Georgia: the veto of the ‘law on agents’ is rejected

On 28 May, the Georgian parliament rejected President Salome Zourabichvili’s veto of the law entitled ‘On transparency of foreign influence’, commonly referred to as the ‘law on foreign agents’. 84 MPs representing or supporting the ruling majority voted for this rejection (Georgia’s unicameral parliament has 150 MPs). The law will now be once again referred to the president; if she refuses to sign it again, the speaker of the parliament will do so, and he will also subsequently publish the new legislation. This will happen till mid-June at the latest. After that, the relevant state administration bodies, including the ministry of justice, will need to adopt the relevant executive acts within two months.
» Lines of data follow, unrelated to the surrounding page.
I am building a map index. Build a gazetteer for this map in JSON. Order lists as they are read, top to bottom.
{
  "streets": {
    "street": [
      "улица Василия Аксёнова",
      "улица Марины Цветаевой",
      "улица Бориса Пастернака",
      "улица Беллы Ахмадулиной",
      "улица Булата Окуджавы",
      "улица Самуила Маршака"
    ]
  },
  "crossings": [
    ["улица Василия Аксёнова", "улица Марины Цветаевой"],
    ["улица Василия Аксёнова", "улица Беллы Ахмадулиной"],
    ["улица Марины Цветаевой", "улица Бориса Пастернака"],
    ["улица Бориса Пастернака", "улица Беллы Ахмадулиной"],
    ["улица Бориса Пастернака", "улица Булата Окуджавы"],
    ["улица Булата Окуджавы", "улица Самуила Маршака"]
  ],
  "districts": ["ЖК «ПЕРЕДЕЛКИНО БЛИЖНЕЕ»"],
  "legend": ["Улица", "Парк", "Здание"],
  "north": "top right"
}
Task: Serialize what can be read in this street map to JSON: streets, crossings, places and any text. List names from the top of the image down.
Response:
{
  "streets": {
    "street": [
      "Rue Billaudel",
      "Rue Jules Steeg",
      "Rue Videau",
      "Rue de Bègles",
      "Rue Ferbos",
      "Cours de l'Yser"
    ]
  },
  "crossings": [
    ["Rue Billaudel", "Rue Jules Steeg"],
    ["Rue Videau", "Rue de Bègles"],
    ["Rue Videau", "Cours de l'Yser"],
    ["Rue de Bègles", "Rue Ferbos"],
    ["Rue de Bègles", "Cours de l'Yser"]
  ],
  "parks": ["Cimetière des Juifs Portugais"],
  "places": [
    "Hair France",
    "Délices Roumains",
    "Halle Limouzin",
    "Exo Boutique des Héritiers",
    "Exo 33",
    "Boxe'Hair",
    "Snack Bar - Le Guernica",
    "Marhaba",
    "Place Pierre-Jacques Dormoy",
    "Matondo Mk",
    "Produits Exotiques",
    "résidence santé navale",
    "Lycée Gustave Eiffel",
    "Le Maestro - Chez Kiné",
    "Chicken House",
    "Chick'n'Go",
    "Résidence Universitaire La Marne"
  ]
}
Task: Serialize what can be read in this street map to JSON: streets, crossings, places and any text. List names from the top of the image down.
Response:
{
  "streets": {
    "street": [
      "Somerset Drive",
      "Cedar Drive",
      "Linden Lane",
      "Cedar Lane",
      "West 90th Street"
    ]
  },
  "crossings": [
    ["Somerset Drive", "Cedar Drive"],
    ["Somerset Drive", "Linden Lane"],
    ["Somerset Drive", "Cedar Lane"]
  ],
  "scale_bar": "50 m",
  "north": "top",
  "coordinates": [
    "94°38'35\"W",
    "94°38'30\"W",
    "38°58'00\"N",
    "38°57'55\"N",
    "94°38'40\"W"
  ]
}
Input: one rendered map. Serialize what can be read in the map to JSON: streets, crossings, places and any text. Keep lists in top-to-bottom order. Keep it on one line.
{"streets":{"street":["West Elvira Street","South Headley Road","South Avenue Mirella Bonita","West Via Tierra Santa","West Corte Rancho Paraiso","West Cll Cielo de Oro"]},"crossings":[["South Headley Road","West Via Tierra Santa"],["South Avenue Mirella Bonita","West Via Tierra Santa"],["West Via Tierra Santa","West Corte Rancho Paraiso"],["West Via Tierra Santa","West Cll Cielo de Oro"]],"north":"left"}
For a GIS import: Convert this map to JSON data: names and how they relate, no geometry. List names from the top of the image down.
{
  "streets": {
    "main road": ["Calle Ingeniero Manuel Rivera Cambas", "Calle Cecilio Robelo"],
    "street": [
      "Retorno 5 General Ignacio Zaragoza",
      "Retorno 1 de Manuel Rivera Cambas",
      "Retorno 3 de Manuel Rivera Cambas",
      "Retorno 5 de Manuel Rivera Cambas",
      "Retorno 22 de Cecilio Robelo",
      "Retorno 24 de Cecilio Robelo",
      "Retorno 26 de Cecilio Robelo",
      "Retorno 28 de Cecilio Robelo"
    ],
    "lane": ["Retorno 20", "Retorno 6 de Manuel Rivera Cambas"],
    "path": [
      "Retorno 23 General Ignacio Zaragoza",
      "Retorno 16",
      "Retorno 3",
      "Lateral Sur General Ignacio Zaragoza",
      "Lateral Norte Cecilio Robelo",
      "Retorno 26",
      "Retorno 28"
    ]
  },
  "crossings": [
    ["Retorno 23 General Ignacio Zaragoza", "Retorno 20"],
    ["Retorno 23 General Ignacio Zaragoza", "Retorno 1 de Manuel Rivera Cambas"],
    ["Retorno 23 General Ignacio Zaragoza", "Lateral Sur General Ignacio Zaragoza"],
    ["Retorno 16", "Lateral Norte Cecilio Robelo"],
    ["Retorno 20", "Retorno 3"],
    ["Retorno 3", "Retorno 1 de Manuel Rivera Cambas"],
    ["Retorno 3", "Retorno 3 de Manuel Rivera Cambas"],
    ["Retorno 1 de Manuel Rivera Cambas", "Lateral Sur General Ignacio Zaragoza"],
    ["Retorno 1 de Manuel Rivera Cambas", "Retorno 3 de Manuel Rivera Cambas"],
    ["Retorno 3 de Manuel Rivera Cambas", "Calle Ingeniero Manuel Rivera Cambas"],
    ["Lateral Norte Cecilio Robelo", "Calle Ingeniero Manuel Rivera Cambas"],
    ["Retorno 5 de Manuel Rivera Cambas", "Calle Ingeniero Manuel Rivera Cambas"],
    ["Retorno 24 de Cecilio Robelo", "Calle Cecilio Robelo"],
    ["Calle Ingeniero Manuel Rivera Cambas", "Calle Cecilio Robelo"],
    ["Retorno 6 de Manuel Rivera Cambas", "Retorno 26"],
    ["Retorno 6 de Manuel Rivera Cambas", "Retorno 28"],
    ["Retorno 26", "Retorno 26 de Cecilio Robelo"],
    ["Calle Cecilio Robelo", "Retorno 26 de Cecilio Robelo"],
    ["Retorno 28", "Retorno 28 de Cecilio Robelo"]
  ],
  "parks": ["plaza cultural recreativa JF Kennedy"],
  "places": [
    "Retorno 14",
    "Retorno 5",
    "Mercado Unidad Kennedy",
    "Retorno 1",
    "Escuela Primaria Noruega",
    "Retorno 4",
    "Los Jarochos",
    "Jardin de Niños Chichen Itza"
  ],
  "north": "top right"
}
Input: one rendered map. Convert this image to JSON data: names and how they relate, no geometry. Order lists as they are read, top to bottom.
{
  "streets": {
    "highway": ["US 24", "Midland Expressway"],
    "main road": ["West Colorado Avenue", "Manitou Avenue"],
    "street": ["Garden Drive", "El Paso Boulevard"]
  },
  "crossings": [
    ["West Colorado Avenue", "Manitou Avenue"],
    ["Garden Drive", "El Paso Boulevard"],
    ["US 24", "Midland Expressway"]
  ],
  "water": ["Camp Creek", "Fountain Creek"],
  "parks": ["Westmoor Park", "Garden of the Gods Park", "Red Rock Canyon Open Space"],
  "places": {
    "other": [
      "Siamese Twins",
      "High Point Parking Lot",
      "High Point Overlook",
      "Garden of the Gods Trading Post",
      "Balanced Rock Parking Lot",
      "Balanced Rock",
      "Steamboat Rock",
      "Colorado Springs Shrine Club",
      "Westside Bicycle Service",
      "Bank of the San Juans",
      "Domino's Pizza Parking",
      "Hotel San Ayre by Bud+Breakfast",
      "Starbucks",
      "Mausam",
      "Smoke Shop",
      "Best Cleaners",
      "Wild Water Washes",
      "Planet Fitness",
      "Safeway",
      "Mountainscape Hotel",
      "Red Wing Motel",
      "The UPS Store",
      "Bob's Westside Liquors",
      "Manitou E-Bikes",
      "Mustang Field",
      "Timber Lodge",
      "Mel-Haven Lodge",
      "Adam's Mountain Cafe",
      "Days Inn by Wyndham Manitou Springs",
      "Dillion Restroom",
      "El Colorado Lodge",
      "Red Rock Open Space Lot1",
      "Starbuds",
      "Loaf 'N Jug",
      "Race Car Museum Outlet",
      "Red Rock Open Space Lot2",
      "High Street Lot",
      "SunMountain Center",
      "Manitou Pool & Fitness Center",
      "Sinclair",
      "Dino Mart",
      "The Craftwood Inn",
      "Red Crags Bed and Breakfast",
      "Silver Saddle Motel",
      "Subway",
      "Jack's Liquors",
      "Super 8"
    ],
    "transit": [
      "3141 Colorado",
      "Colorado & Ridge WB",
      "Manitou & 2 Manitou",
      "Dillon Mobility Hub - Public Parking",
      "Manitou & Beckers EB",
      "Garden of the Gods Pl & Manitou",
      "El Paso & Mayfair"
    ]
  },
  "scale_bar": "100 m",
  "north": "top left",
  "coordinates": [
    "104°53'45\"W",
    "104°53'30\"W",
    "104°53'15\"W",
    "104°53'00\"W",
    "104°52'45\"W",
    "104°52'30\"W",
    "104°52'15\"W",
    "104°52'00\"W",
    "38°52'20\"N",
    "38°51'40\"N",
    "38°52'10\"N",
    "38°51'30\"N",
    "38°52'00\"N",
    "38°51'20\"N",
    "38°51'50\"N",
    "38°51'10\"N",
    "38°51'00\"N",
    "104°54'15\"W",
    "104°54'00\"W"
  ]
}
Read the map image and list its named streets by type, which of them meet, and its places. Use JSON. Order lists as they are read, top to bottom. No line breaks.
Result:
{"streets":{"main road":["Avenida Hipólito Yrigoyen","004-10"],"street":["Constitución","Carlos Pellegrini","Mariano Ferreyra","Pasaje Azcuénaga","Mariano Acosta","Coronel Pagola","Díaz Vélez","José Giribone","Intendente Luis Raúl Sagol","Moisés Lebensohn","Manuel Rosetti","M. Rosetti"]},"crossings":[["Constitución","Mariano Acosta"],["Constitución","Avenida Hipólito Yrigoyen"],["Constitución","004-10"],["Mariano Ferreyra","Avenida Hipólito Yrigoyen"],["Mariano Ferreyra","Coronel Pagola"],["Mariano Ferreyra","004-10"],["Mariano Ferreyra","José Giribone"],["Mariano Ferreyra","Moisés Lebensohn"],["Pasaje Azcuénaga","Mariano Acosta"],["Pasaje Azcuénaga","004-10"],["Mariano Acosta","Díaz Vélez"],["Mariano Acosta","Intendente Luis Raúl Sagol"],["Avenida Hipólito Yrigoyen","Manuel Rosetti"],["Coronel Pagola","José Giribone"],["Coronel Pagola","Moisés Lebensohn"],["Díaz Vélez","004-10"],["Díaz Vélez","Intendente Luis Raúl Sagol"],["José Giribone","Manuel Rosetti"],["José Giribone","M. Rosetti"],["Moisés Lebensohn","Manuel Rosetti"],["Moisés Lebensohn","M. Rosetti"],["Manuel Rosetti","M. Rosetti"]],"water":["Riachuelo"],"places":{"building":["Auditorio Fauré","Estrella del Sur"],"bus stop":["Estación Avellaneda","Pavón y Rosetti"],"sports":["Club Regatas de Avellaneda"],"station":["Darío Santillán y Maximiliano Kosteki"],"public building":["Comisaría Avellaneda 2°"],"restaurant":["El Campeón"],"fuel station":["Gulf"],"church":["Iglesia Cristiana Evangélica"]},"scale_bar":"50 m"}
From this moment onwards the legal persons listed in the law, that is non-governmental organisations and media outlets which in 2023 received more than 20% of their funding from abroad, will be required to register as organisations ‘acting in the interest of a foreign power’. For the time being, it is unclear in what scope and how natural persons who earn their income abroad will also be required to register; the executive acts will contain the provisions to regulate this issue.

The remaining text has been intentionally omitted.